» Collected data entries:
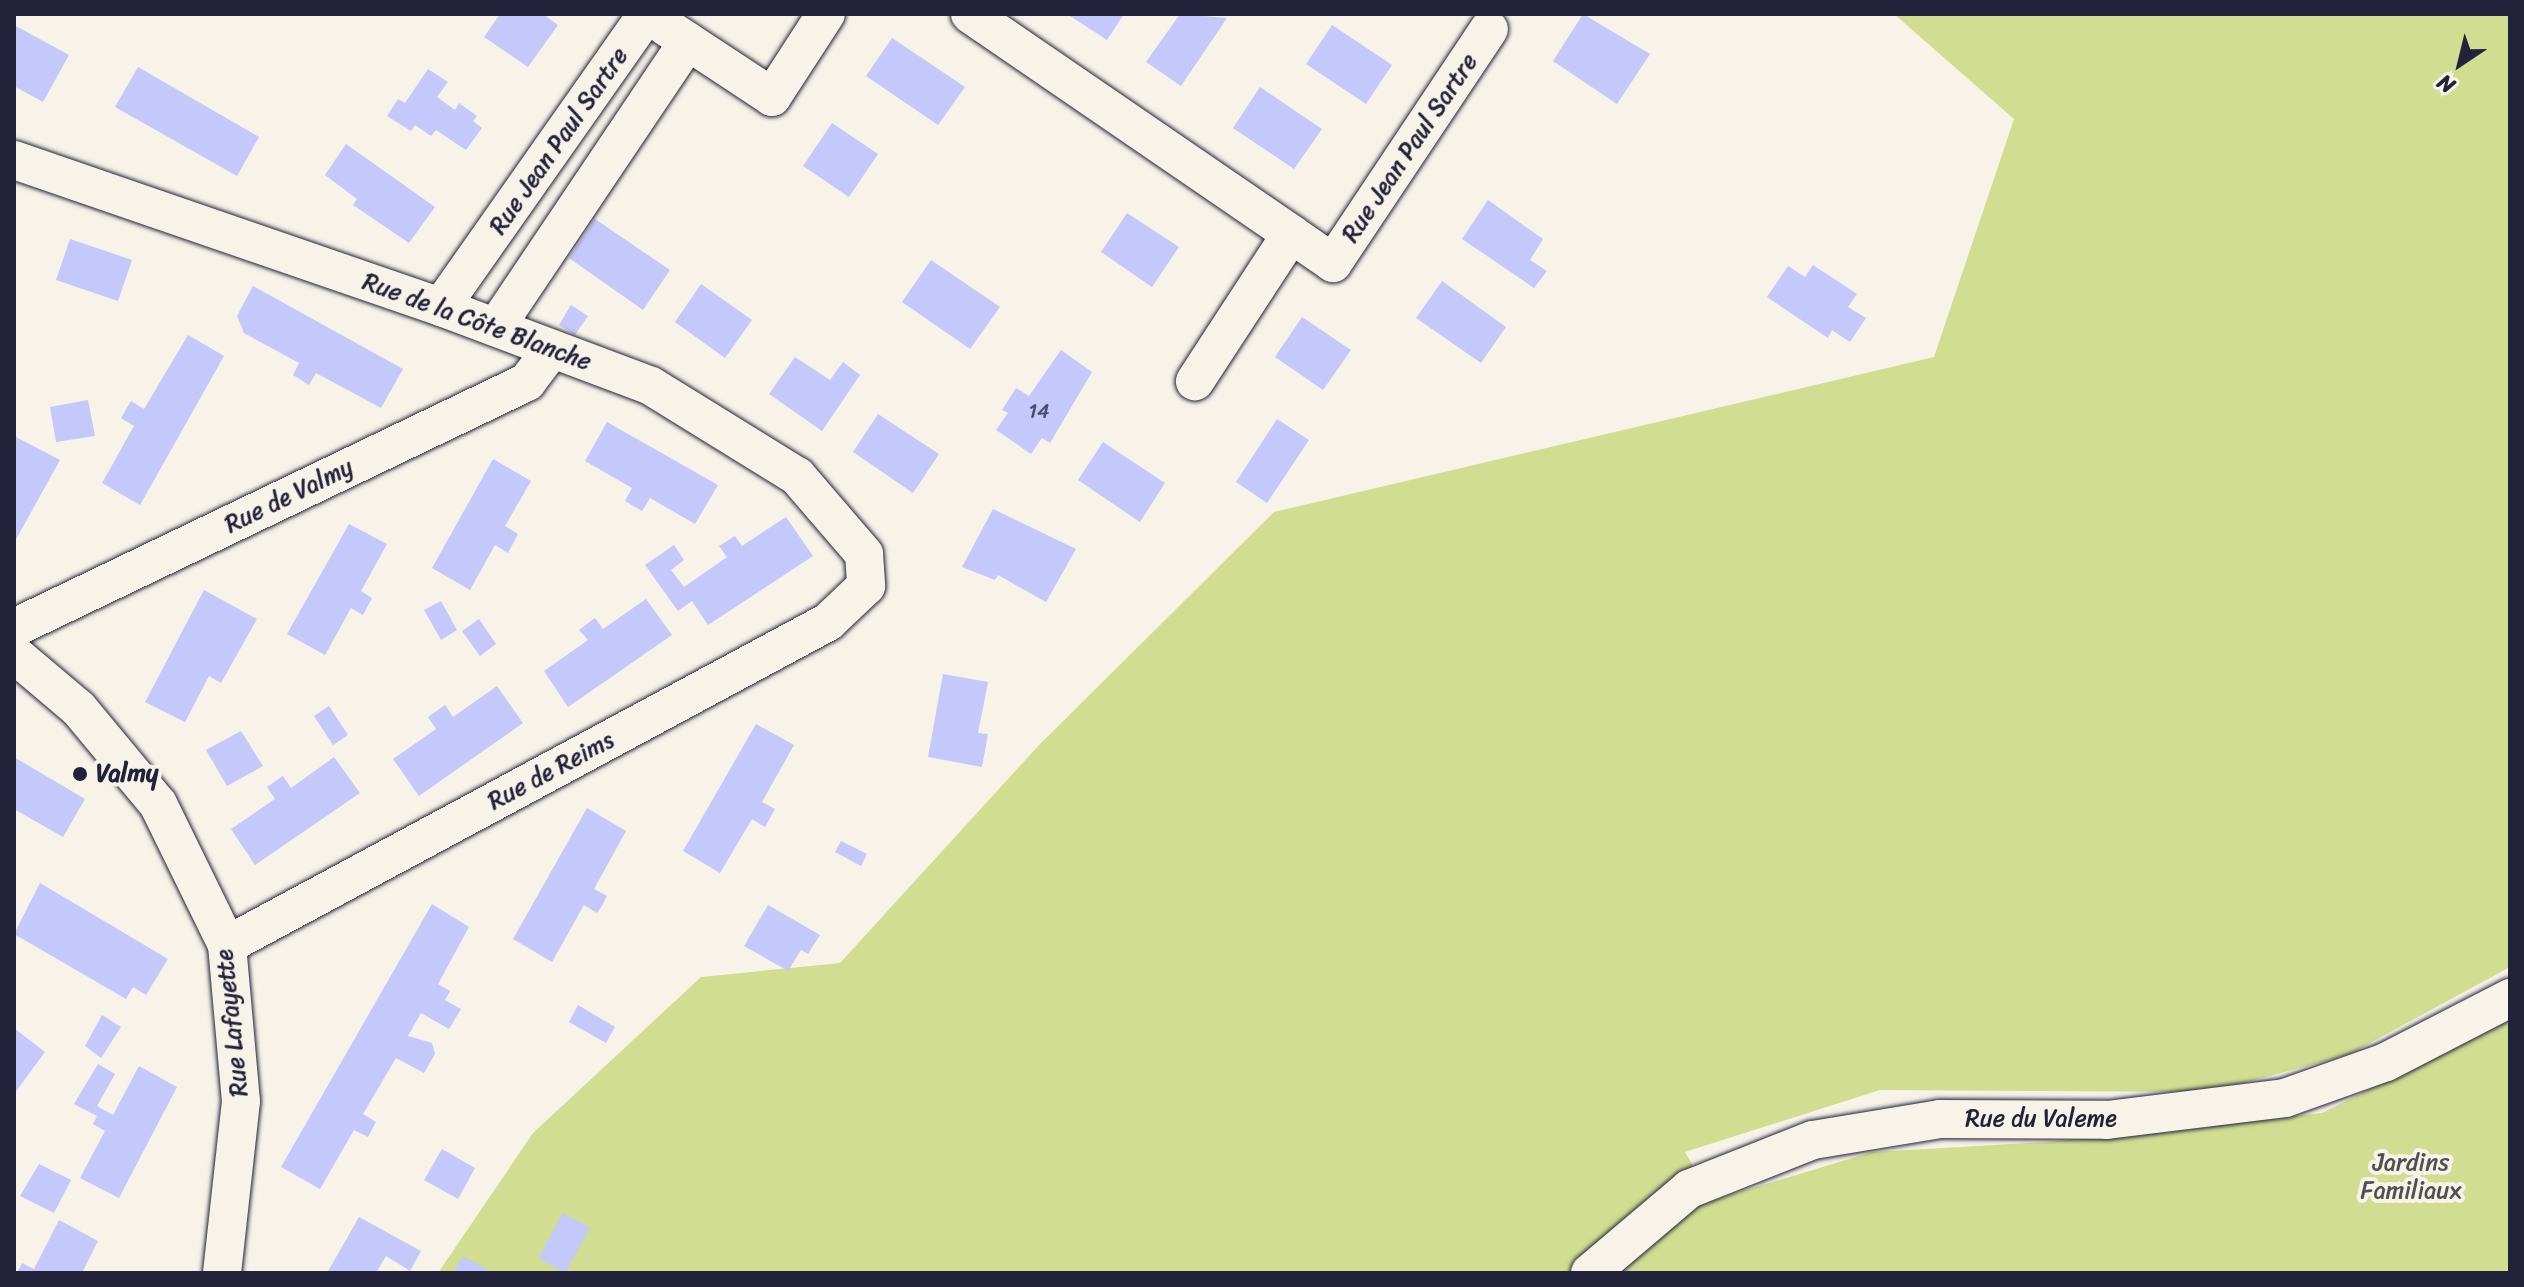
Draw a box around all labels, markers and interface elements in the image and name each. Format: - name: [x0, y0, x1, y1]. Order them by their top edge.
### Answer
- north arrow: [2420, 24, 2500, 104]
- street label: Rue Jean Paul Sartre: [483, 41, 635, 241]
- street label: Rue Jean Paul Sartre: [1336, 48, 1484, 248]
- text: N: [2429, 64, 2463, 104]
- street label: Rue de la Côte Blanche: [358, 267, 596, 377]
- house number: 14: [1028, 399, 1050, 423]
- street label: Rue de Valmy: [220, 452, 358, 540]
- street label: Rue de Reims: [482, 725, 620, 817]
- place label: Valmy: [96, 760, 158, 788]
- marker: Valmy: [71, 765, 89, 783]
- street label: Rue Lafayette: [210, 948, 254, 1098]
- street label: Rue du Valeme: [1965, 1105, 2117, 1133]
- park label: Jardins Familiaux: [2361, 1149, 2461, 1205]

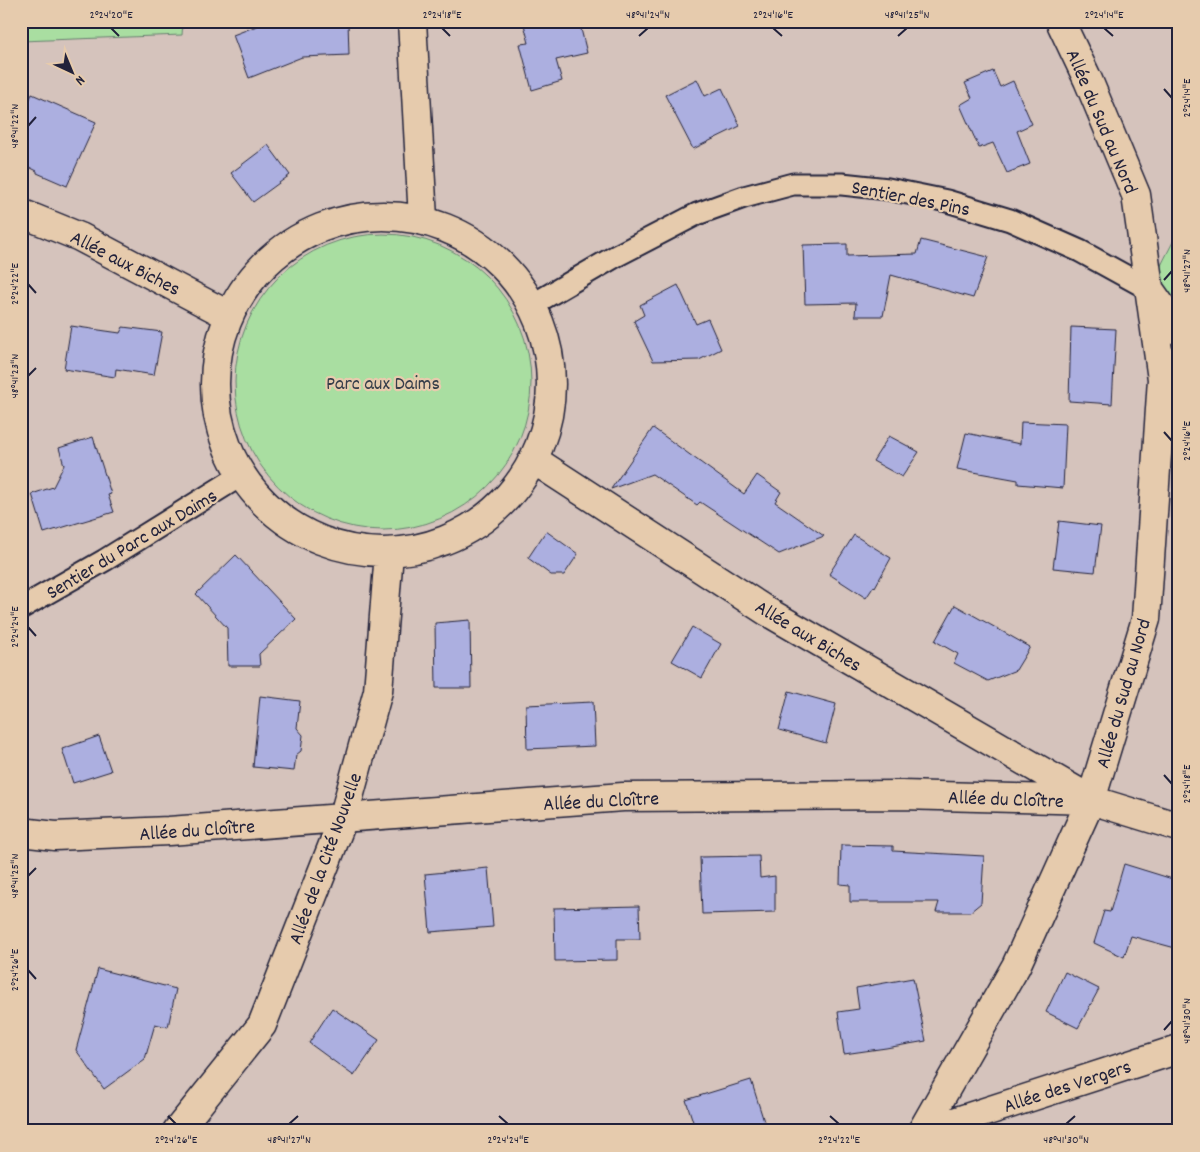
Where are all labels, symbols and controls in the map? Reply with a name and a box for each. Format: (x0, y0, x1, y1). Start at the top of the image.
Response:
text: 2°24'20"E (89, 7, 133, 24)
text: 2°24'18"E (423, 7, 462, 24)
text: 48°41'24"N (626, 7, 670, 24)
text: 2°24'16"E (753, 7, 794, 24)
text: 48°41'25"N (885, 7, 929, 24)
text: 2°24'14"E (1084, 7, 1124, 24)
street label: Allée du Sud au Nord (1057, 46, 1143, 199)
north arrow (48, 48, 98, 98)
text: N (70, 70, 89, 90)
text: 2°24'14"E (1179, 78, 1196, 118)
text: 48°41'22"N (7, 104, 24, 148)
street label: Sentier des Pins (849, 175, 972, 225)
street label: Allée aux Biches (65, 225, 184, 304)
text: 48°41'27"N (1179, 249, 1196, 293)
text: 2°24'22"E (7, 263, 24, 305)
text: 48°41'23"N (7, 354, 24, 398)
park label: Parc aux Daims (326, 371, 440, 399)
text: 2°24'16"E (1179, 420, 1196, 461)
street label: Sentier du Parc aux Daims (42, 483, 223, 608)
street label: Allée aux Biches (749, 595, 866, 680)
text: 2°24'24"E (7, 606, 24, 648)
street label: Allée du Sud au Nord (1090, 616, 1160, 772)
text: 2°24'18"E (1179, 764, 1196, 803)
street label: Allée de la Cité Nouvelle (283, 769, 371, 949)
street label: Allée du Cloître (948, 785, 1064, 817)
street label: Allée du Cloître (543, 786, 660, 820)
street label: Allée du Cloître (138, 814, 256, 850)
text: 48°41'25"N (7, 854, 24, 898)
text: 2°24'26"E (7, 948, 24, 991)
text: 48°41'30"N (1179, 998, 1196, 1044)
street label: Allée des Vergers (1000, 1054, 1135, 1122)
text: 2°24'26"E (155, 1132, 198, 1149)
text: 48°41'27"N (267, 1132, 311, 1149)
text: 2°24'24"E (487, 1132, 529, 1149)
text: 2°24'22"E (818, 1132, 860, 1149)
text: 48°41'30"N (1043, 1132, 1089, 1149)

» Assigned task: Give the lines again exactly, starting where the entries begin and stopping once the line with "Where are all" is included; pictures are not copied.

» Exercise response:
Draw a box around all labels, markers and interface elements in the image and name each. Format: - name: [x0, y0, x1, y1]. Order them by their top edge.
### Answer
- north arrow: [2420, 24, 2500, 104]
- street label: Rue Jean Paul Sartre: [483, 41, 635, 241]
- street label: Rue Jean Paul Sartre: [1336, 48, 1484, 248]
- text: N: [2429, 64, 2463, 104]
- street label: Rue de la Côte Blanche: [358, 267, 596, 377]
- house number: 14: [1028, 399, 1050, 423]
- street label: Rue de Valmy: [220, 452, 358, 540]
- street label: Rue de Reims: [482, 725, 620, 817]
- place label: Valmy: [96, 760, 158, 788]
- marker: Valmy: [71, 765, 89, 783]
- street label: Rue Lafayette: [210, 948, 254, 1098]
- street label: Rue du Valeme: [1965, 1105, 2117, 1133]
- park label: Jardins Familiaux: [2361, 1149, 2461, 1205]

Where are all labels, symbols and controls in the map? Reply with a name and a box for each. Format: (x0, y0, x1, y1). Start at the top of the image.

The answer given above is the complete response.